[DATA SUPPLIED — start]

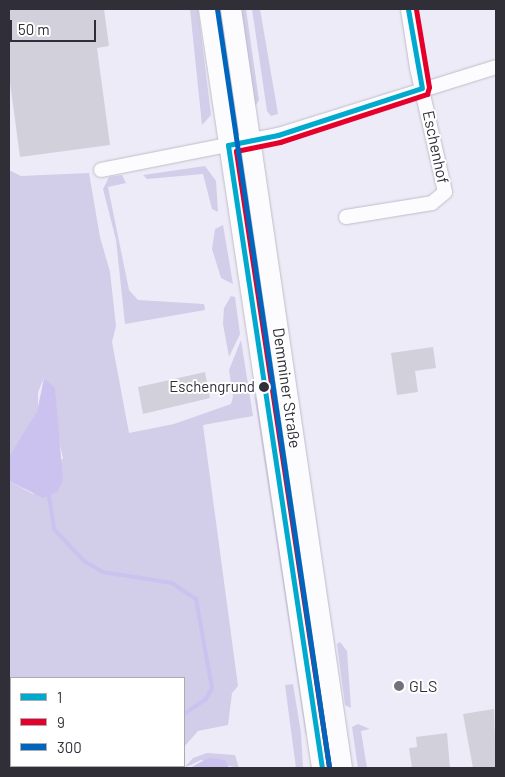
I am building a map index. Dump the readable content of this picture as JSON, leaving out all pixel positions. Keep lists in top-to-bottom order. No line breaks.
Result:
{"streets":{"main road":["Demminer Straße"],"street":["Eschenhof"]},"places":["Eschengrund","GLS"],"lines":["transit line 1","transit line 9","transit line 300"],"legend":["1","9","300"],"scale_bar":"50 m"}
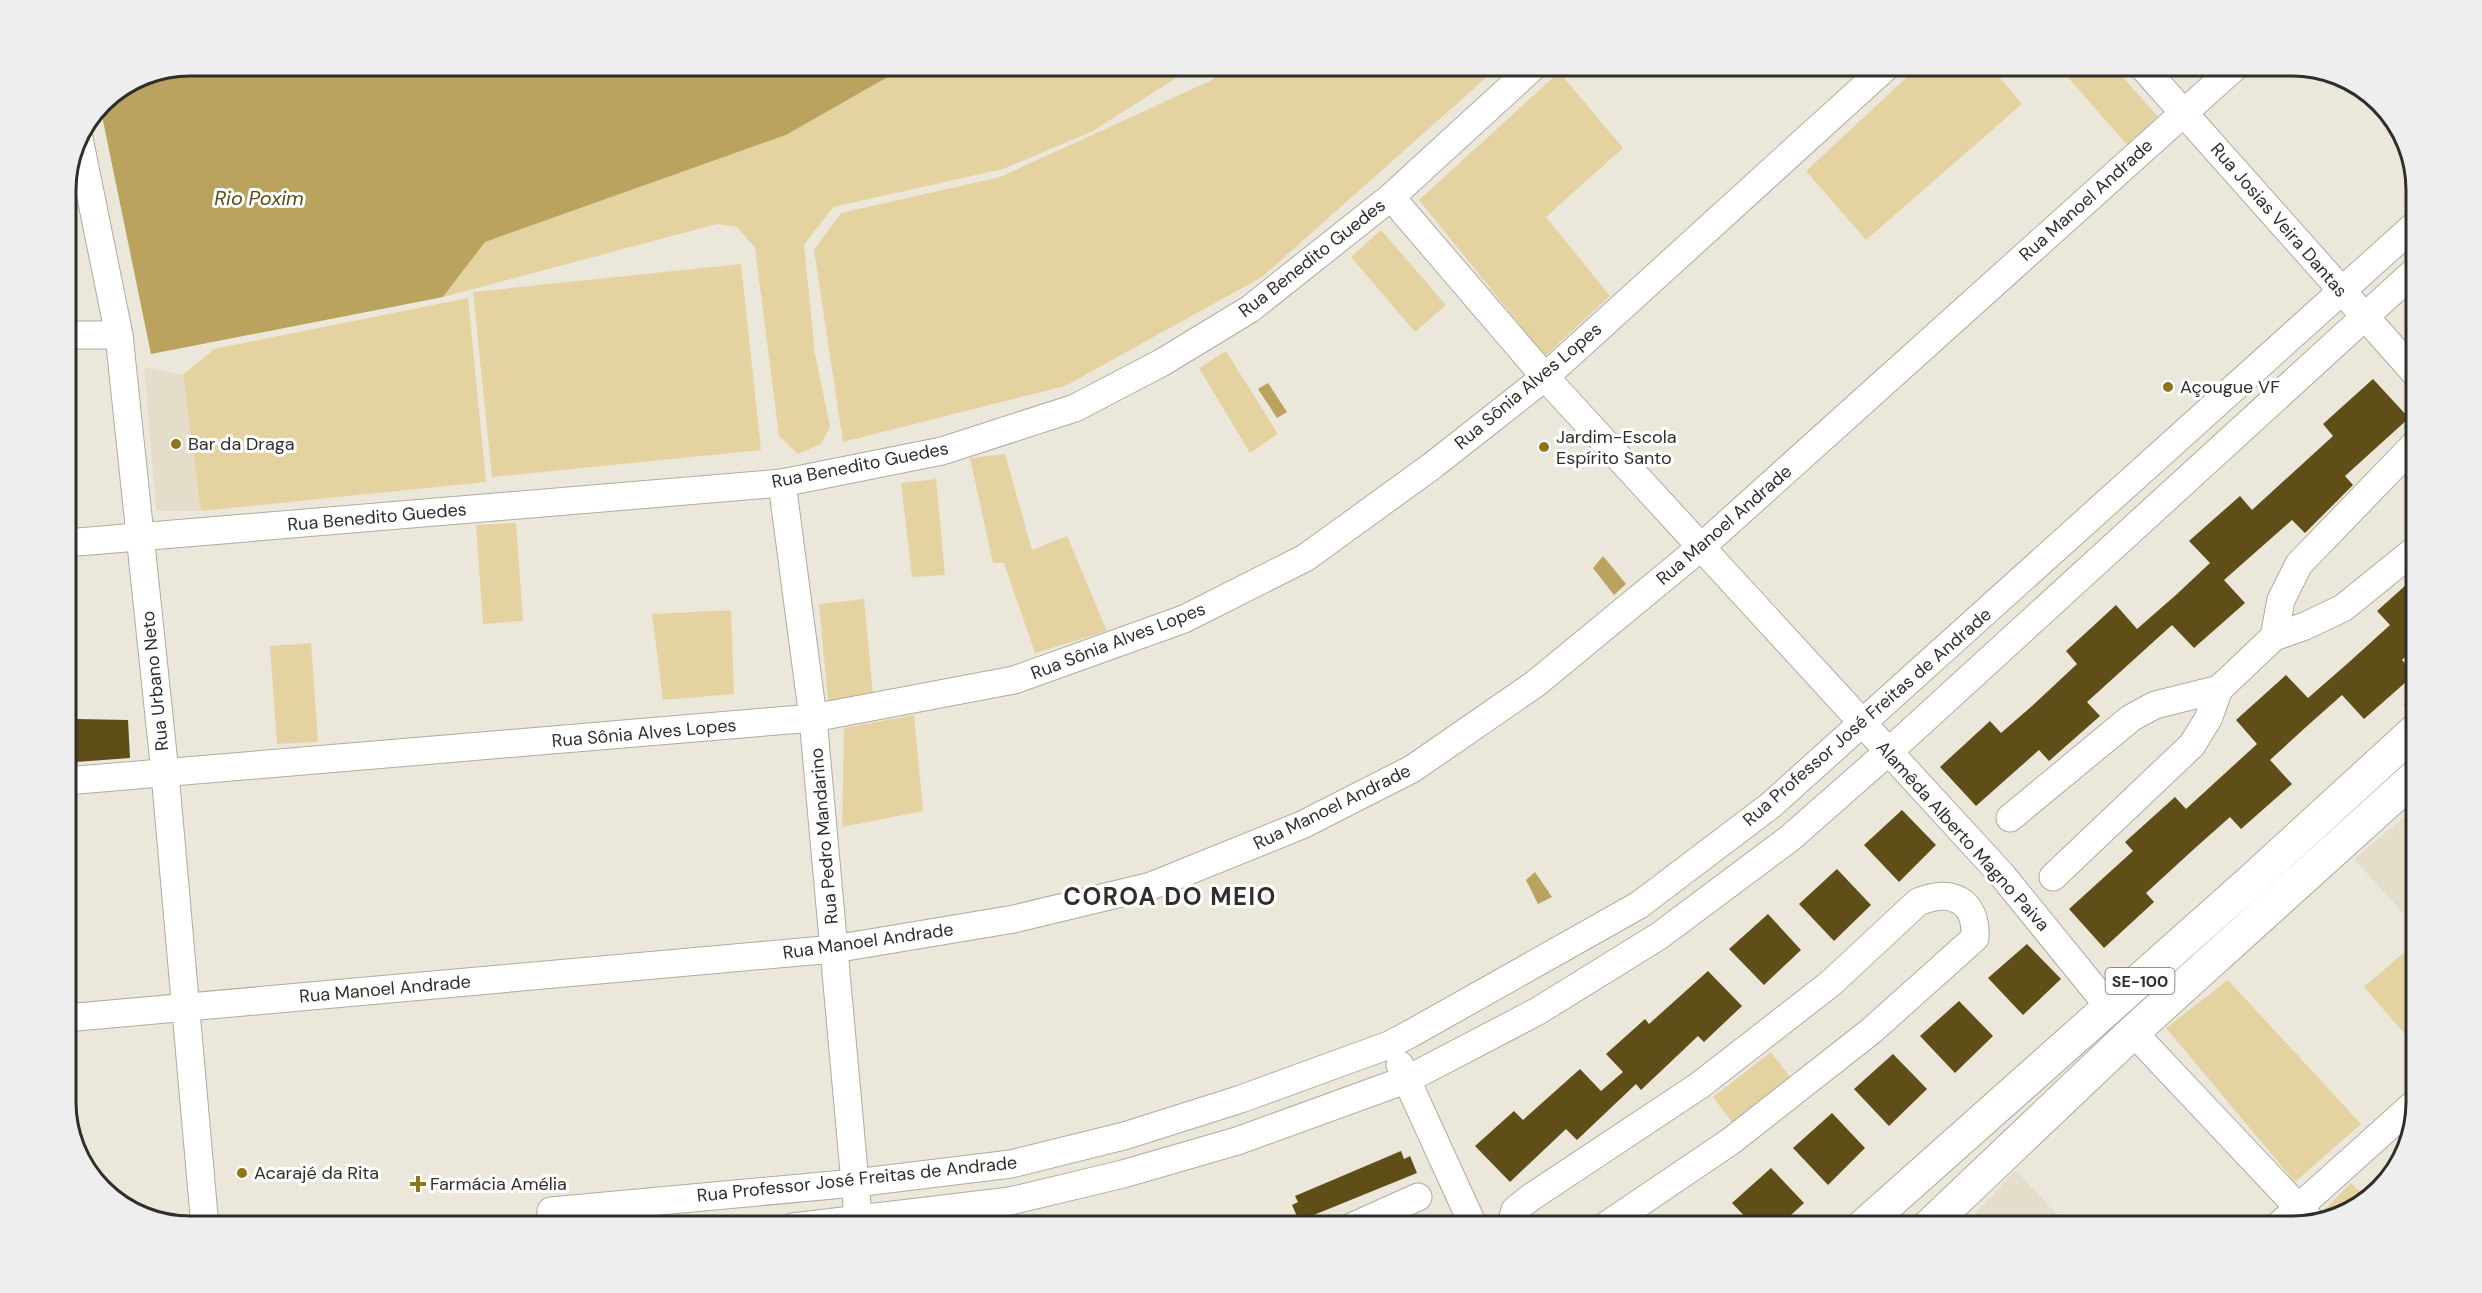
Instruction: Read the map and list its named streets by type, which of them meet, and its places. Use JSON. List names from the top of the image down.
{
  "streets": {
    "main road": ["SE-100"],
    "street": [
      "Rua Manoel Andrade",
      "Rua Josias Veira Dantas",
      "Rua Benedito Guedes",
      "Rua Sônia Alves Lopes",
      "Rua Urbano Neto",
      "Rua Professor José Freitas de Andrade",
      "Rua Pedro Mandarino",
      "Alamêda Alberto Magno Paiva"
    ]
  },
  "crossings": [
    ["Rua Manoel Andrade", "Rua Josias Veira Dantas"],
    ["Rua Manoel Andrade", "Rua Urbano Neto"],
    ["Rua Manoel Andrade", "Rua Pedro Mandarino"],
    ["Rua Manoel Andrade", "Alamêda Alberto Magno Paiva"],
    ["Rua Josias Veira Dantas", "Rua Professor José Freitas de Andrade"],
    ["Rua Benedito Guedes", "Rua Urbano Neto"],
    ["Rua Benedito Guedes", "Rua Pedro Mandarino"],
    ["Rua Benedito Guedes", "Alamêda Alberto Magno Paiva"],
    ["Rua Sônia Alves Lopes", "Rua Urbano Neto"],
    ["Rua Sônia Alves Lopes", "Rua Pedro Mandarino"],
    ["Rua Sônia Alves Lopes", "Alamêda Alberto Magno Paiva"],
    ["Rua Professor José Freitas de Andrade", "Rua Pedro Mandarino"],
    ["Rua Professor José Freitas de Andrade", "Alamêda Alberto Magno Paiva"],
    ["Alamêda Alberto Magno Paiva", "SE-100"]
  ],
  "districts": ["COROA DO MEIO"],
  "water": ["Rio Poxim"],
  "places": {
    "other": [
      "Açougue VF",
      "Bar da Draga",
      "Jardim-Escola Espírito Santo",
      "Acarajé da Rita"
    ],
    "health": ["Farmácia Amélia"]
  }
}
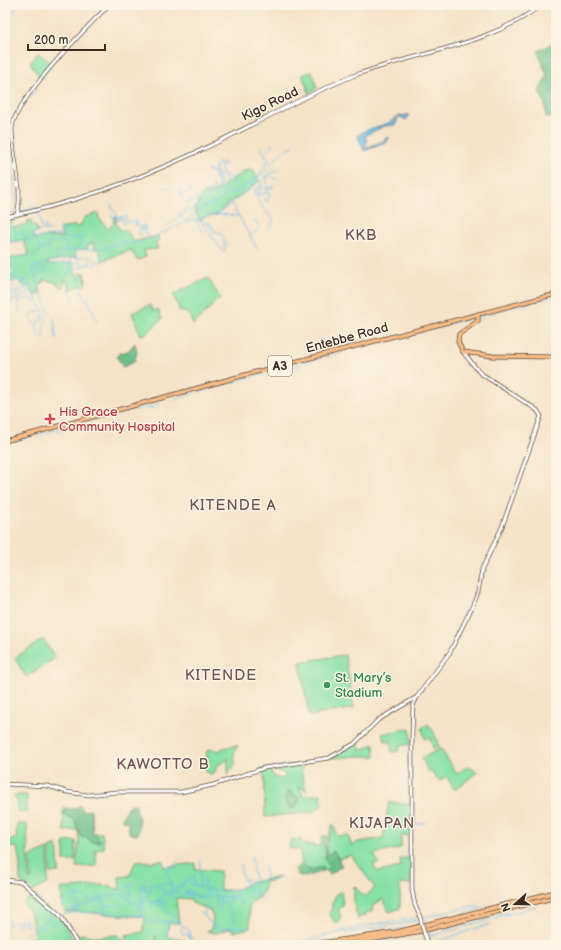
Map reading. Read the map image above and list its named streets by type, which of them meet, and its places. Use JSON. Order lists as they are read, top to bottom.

[DATA SUPPLIED — finish]

▶ _AIM OF THE TASK_: Each entry above should be restated word for word, though no picture may appear in the copy.

▶ _WRITTEN ANSWER_:
I am building a map index. Dump the readable content of this picture as JSON, leaving out all pixel positions. Keep lists in top-to-bottom order. No line breaks.
Result:
{"streets":{"main road":["Demminer Straße"],"street":["Eschenhof"]},"places":["Eschengrund","GLS"],"lines":["transit line 1","transit line 9","transit line 300"],"legend":["1","9","300"],"scale_bar":"50 m"}
Instruction: Read the map and list its named streets by type, which of them meet, and its places. Use JSON. List names from the top of the image down.
{
  "streets": {
    "main road": ["SE-100"],
    "street": [
      "Rua Manoel Andrade",
      "Rua Josias Veira Dantas",
      "Rua Benedito Guedes",
      "Rua Sônia Alves Lopes",
      "Rua Urbano Neto",
      "Rua Professor José Freitas de Andrade",
      "Rua Pedro Mandarino",
      "Alamêda Alberto Magno Paiva"
    ]
  },
  "crossings": [
    ["Rua Manoel Andrade", "Rua Josias Veira Dantas"],
    ["Rua Manoel Andrade", "Rua Urbano Neto"],
    ["Rua Manoel Andrade", "Rua Pedro Mandarino"],
    ["Rua Manoel Andrade", "Alamêda Alberto Magno Paiva"],
    ["Rua Josias Veira Dantas", "Rua Professor José Freitas de Andrade"],
    ["Rua Benedito Guedes", "Rua Urbano Neto"],
    ["Rua Benedito Guedes", "Rua Pedro Mandarino"],
    ["Rua Benedito Guedes", "Alamêda Alberto Magno Paiva"],
    ["Rua Sônia Alves Lopes", "Rua Urbano Neto"],
    ["Rua Sônia Alves Lopes", "Rua Pedro Mandarino"],
    ["Rua Sônia Alves Lopes", "Alamêda Alberto Magno Paiva"],
    ["Rua Professor José Freitas de Andrade", "Rua Pedro Mandarino"],
    ["Rua Professor José Freitas de Andrade", "Alamêda Alberto Magno Paiva"],
    ["Alamêda Alberto Magno Paiva", "SE-100"]
  ],
  "districts": ["COROA DO MEIO"],
  "water": ["Rio Poxim"],
  "places": {
    "other": [
      "Açougue VF",
      "Bar da Draga",
      "Jardim-Escola Espírito Santo",
      "Acarajé da Rita"
    ],
    "health": ["Farmácia Amélia"]
  }
}
Map reading. Read the map image above and list its named streets by type, which of them meet, and its places. Use JSON. Order lists as they are read, top to bottom.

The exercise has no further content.